Hier leben 770 Menschen und rund 450 Kühe. Letztere spielen bei dem Energieplan des Dorfes ein große Rolle: Die Kühe produzieren gemeinsam mit einigen Schweinen 9.000 Kubikmeter Gülle im Jahr, damit könnte man drei olympische Schwimmbecken füllen - oder die Gemeinde mit Energie versorgen: Zusammen mit Pflanzenresten, die den Großteil der Energie liefern, wird der Kuhmist in einer Biogasanlage vergoren und in Strom und Wärme verwandelt. Die Wärme wird über 80 Grad warmes Wasser in die 140 Häuser der Ortes transportiert.

2.500 Euro zahlt jeder Haushalt, um Mitglied der Biodorf-Genossenschaft zu werden. "Dafür kostet die Bioheizung etwa 400 bis 500 Euro im Jahr weniger als eine normale Gasheizung", sagt Reinhard von Werder. Er ist im Vorstand der Betreiber-Genossenschaft, der die Anlagen gehört. 70 Prozent der Bürger sind mittlerweile am Projekt beteiligt. "Seit zwei Jahren versorgen wird uns komplett selbst", erzählt von Werder. Die Gemeinde produziert sogar dreimal mehr Strom, als sie selbst verbraucht.

Von der grünen Energie profitiert auch die lokale Wirtschaft: Das Geld, das früher an die Öl- und Gasfirmen geflossen ist, bleibt in der Region. "Vorher war Jühnde ein normales Dorf. Jetzt kommen 8.000 Leute im Jahr, um sich über unser Projekt zu informieren", sagt von Werder. Nächste Woche kommen fünf Interessierte aus China. Jetzt ist die Delegation aus Reynolds da.

Während hinter dem Projekt in Jühnde vor allem ökologisch orientierter Pioniergeist steckt, wird das amerikanische Biodorf eher von wirtschaftlichen Sorgen getrieben: Die junge Generation flieht in die größeren Städte, der Grundschule gehen die Kinder aus. Die neuen Bioenergieanlagen sollen die Energiepreise senken, das lockt die Firmen an, schafft Arbeitsplätze und Perspektiven für junge Leute. So der Plan.
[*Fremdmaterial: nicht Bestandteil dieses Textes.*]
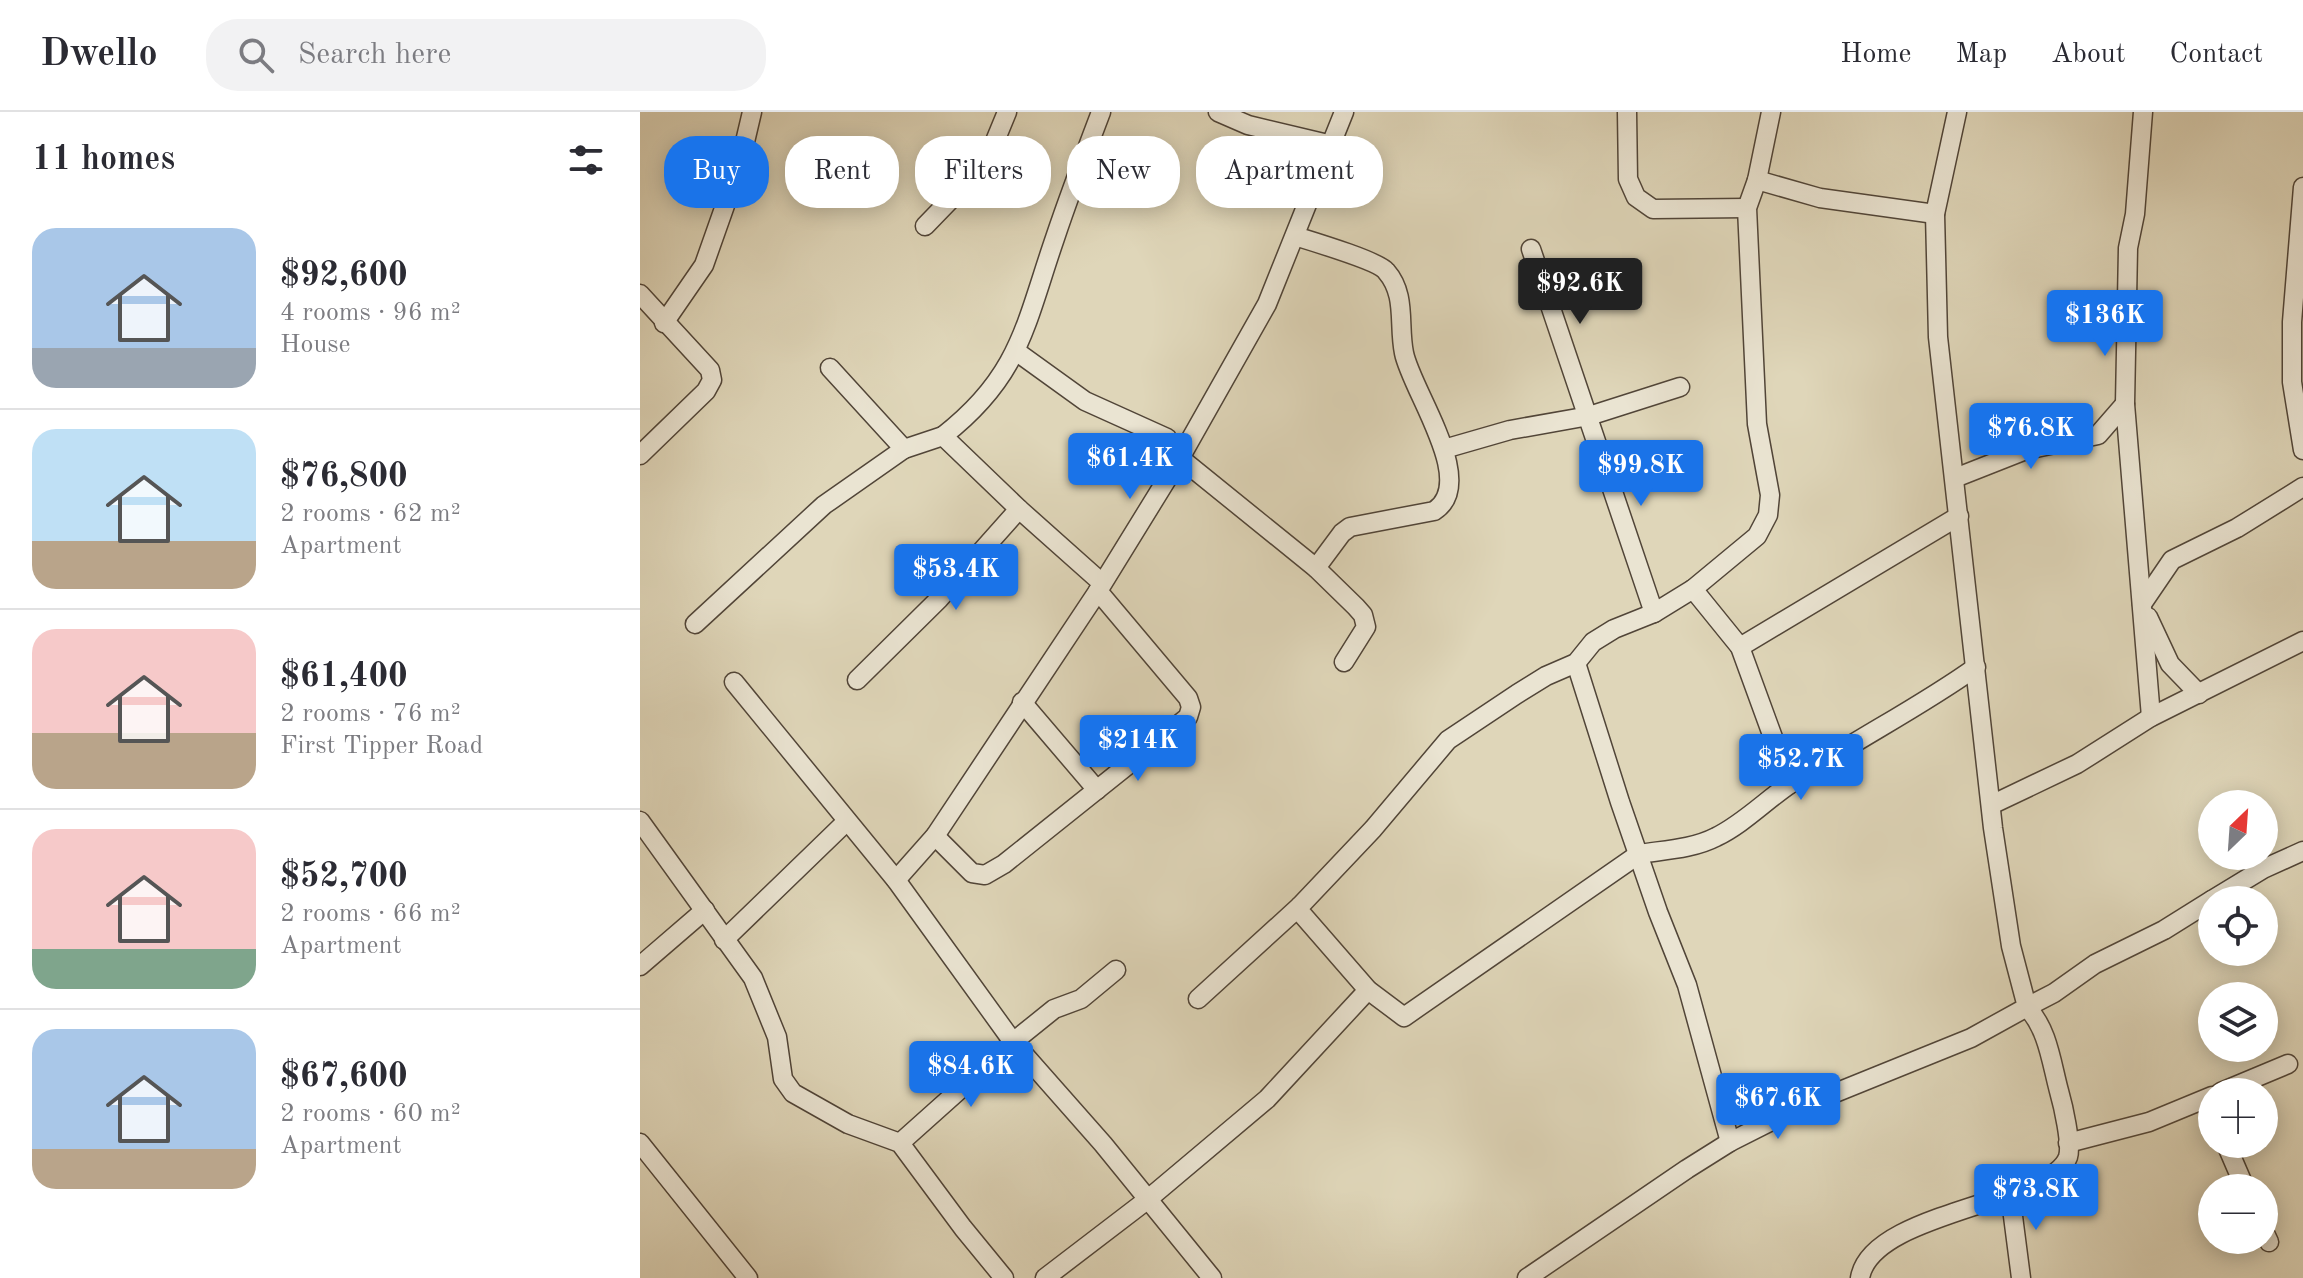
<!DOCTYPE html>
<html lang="en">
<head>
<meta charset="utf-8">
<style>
	body { margin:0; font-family:"Old Standard TT",serif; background:#f2f2f3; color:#2b2b33; height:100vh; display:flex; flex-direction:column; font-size:30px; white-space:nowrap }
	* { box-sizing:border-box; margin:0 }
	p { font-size:26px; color:#7c7c81 }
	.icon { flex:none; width:44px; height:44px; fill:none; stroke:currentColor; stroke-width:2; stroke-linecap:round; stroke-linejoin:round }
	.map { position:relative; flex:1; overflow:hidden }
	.drawer { display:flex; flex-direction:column; background:#fff; width:640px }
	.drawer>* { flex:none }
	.top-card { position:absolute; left:24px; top:24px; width:760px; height:72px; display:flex; gap:16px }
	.needle { width:52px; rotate:25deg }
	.controls { position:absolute; left:1558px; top:678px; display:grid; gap:16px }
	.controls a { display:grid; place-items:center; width:80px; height:80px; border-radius:50%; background:#fff; box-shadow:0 4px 20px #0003; font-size:40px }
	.price { position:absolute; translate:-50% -68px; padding:0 18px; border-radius:8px; background:#1a73e8; color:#fff; font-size:26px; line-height:52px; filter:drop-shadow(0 2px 4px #0008) }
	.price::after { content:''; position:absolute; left:50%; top:48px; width:24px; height:18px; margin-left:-12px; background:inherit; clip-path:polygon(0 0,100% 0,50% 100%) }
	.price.active { background:#222; color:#fff }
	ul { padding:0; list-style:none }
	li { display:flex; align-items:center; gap:24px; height:200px; padding:0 32px }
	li+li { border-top:2px solid #e1e1e2 }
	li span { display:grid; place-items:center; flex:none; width:224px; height:160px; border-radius:24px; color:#555 }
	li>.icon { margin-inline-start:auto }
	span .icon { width:96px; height:96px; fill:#fffc; stroke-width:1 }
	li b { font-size:34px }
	h2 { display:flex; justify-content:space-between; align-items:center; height:96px; padding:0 32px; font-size:34px }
	.pill { padding:0 28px; border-radius:32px; background:#fff; box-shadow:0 4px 20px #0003; font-size:28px; line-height:72px }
	.pill.active { background:#1a73e8; color:#fff }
	header { display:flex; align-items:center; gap:48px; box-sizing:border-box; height:112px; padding:0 40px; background:#fff; border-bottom:2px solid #e1e1e2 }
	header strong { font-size:38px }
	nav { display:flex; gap:44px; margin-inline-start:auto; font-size:28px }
	.search { width:560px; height:72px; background:#f2f2f3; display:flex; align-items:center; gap:20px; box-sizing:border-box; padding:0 28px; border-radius:32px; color:#7c7c81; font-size:30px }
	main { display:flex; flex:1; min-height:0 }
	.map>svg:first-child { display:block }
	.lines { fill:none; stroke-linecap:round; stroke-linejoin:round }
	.minor-casing { stroke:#514538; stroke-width:21 }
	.minor { stroke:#eae4d2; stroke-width:18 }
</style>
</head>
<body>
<header>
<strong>Dwello</strong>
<div class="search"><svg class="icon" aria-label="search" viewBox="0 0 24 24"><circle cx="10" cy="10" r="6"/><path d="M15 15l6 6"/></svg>Search here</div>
<nav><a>Home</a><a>Map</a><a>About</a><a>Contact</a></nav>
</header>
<main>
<section class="drawer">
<h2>11 homes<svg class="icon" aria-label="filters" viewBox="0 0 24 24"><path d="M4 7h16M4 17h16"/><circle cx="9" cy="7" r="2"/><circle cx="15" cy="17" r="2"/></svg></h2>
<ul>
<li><span style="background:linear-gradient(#a9c7e8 75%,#9aa5b1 0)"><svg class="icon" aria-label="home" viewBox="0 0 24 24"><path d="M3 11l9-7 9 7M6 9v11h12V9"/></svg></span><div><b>$92,600</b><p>4 rooms · 96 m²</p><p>House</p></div></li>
<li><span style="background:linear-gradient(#bfe0f5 70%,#b9a48a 0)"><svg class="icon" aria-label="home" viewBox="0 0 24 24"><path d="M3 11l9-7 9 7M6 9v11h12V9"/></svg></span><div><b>$76,800</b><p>2 rooms · 62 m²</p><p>Apartment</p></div></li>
<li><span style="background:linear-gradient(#f6c9c9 65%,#b9a48a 0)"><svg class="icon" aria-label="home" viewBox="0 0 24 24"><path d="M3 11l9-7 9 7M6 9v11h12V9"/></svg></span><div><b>$61,400</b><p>2 rooms · 76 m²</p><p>First Tipper Road</p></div></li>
<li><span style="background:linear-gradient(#f6c9c9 75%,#7fa58c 0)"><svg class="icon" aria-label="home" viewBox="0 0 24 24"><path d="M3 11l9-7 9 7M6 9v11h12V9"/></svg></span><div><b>$52,700</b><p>2 rooms · 66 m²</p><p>Apartment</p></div></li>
<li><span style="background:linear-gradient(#a9c7e8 75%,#b9a48a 0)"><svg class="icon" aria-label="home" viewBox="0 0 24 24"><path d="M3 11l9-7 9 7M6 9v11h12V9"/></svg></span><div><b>$67,600</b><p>2 rooms · 60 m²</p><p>Apartment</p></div></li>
</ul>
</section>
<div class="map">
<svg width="1663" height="1166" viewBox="0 0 1663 1166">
	<rect width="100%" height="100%" fill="#dfd6b9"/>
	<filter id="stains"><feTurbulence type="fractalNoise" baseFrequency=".0025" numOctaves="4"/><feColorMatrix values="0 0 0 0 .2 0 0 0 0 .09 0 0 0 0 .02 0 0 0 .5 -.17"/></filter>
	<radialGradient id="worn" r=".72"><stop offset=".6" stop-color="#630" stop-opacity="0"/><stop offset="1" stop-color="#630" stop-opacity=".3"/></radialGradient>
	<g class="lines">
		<defs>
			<g id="minor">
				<path d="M 578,0 L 608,13 L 692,33"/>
				<path d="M 987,0 L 988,67 L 996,85 L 1013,97 L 1107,96"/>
				<path d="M 1131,0 L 1117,68 L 1107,96 L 1117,312 L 1130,383 L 1128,403 L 1117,424 L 1053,477 L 1014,501 L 974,517 L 953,530 L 936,551 L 906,564 L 877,582 L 808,628 L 733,717 L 660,794 L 661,801 L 728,878 L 764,905 L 999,742 C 1024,738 1053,737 1076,725 C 1103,712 1125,689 1150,672 C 1210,630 1276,598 1336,555"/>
				<path d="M 1503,0 L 1495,102 L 1488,136 L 1485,292 L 1511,605"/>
				<path d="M 1117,68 L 1180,86 L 1295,102"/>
				<path d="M 1663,75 L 1652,210 L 1652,270 L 1663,338"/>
				<path d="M 285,114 L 346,51 L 367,0"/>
				<path d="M 655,124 C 671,129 738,149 746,159 C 767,183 758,212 764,241 C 771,278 839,371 794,399 L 710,415 L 702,421 L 676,456"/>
				<path d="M 891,137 L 1014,501"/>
				<path d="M 0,182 L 70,258 L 72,268 L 66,279 L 0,343"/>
				<path d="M 24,211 L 64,153 L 100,51 L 112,0"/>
				<path d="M 377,240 L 445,289 L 527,326"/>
				<path d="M 190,256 L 264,337"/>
				<path d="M 303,324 C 380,264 385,213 415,126 C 429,84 445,42 461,0"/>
				<path d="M 804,337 L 870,318 L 949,304 L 1040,275"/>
				<path d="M 540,346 L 676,456 L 716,495 L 723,503 L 726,515 L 704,550"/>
				<path d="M 1315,366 L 1386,338 L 1458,323 L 1485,292"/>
				<path d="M 1053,477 L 1100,535 L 1150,672"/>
				<path d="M 1502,492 L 1532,448 L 1597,416 L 1663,375"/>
				<path d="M 1508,505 L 1530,552 L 1559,582"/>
				<path d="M 55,512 L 184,393 L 264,337 L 303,324 L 379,397 L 462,471"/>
				<path d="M 1100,535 L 1319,404"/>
				<path d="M 936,551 L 980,690 L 1018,800 L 1047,873 L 1090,1030"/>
				<path d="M 217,568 L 299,487 L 379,397"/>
				<path d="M 94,570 L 256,768 L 373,930 L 463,1032 L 572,1166"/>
				<path d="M 382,590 L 457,678"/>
				<path d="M 1351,693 L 1437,652 L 1511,605 L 1663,529"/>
				<path d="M 0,709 L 113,866 L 137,925 L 143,967 L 153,981 L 208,1012 L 260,1031 L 323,1116 L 364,1166"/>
				<path d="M 295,724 L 332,761 L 345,763 L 364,752 L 548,605 L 551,595 L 548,586 L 458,479"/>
				<path d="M 256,768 L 295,724 L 458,479 L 540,346 L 627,192 L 704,0"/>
				<path d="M 1572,788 L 1623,757 L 1663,739"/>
				<path d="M 84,828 L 207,709"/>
				<path d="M 0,854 L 65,798"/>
				<path d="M 558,887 L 660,794"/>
				<path d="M 1581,980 L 1648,952"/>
				<path d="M 0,1031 L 108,1166"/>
				<path d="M 260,1031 L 373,930 L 414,897 L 441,887 L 476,858"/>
				<path d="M 1428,1031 L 1509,1010 L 1572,984"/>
				<path d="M 1586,1032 L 1605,1076"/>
				<path d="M 1370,1081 L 1381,1166"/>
				<path d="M 1624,1119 L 1629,1130"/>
				<path d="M 405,1166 L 507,1088 L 627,987 L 728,878"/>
				<path d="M 887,1166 L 1047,1057 L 1090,1030 L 1153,998 L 1331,926 L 1387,895 L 1371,834 L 1353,716 L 1298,225 L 1295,102 L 1317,0"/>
				<path d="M 1220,1166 C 1231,1099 1411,1092 1428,1045 C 1432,1032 1423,993 1419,979 C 1411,949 1408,918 1387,895 L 1414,881 L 1455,852 L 1524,818 L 1572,788"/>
			</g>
		</defs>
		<!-- minor casing -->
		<use href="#minor" class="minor-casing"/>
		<!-- minor -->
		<use href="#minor" class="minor"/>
	</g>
	<rect width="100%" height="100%" filter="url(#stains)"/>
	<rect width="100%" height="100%" fill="url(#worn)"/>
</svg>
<div class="controls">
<a><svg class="needle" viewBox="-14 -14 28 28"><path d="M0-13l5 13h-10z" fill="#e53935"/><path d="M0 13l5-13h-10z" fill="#7c7c81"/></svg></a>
<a><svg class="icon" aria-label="locate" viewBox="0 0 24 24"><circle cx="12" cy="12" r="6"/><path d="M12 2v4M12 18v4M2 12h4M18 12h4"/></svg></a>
<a><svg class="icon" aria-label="layers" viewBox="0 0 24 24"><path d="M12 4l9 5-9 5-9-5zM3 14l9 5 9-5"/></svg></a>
<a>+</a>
<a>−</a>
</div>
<b class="price active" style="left:940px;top:214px">$92.6K</b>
<b class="price" style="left:1465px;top:246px">$136K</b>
<b class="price" style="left:1391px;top:359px">$76.8K</b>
<b class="price" style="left:490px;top:389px">$61.4K</b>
<b class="price" style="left:1001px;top:396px">$99.8K</b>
<b class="price" style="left:316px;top:500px">$53.4K</b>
<b class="price" style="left:498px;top:671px">$214K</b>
<b class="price" style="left:1161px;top:690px">$52.7K</b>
<b class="price" style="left:331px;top:997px">$84.6K</b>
<b class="price" style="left:1138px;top:1029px">$67.6K</b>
<b class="price" style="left:1396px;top:1120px">$73.8K</b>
<div class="top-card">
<a class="pill active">Buy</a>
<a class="pill">Rent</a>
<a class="pill">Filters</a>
<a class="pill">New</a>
<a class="pill">Apartment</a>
</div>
</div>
</main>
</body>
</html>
Außerdem wären die Biogasanlagen ein billige Lösung, den Mist der Schweine und das Abwasser der Menschen preisgünstig zu entsorgen und sogar Energie damit zu gewinnen. Denn die Erlaubnis, das Abwasser in eine Jauchegrube zu leiten, läuft aus. Eine Kläranlage kann sich das Dorf nicht leisten. Und ähnlich wie in Jühnde sollen die Biogasanlage auch in Reynolds Besucher anziehen.

Die Stadt will zeigen, dass erneuerbare Energie aus Mist verlässlich und sicher ist. Bislang, so schreibt die US-Zeitschrift Energybusiness, allerdings nicht geruchslos. Die Einheimischen scheint es nicht zu stören.